>>>>

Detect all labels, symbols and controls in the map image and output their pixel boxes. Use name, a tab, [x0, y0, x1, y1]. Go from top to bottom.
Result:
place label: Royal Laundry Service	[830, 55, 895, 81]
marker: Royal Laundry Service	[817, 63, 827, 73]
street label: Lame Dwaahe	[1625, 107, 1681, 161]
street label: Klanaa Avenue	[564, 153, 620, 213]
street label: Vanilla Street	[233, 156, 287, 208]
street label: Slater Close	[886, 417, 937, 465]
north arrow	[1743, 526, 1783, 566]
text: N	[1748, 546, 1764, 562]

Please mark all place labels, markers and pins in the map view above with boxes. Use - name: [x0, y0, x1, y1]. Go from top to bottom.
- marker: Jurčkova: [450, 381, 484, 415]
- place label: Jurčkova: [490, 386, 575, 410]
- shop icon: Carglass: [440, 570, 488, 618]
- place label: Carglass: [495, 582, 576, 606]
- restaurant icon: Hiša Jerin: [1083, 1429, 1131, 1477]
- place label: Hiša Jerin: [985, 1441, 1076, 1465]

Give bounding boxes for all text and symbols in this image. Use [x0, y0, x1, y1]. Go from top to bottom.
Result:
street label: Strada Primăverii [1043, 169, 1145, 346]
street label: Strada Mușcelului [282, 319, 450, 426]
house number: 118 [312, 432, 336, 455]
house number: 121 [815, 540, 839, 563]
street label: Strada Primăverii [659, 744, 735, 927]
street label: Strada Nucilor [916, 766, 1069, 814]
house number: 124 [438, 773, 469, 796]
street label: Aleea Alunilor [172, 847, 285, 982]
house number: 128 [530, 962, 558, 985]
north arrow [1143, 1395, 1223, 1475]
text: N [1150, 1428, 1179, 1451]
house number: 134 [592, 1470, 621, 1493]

<<<<

> [Directions for this task]
Find the string "symbols" in the material above, and report every line where it occurs.

> [Written response]
Detect all labels, symbols and controls in the map image and output their pixel boxes. Use name, a tab, [x0, y0, x1, y1]. Go from top to bottom.
Give bounding boxes for all text and symbols in this image. Use [x0, y0, x1, y1]. Go from top to bottom.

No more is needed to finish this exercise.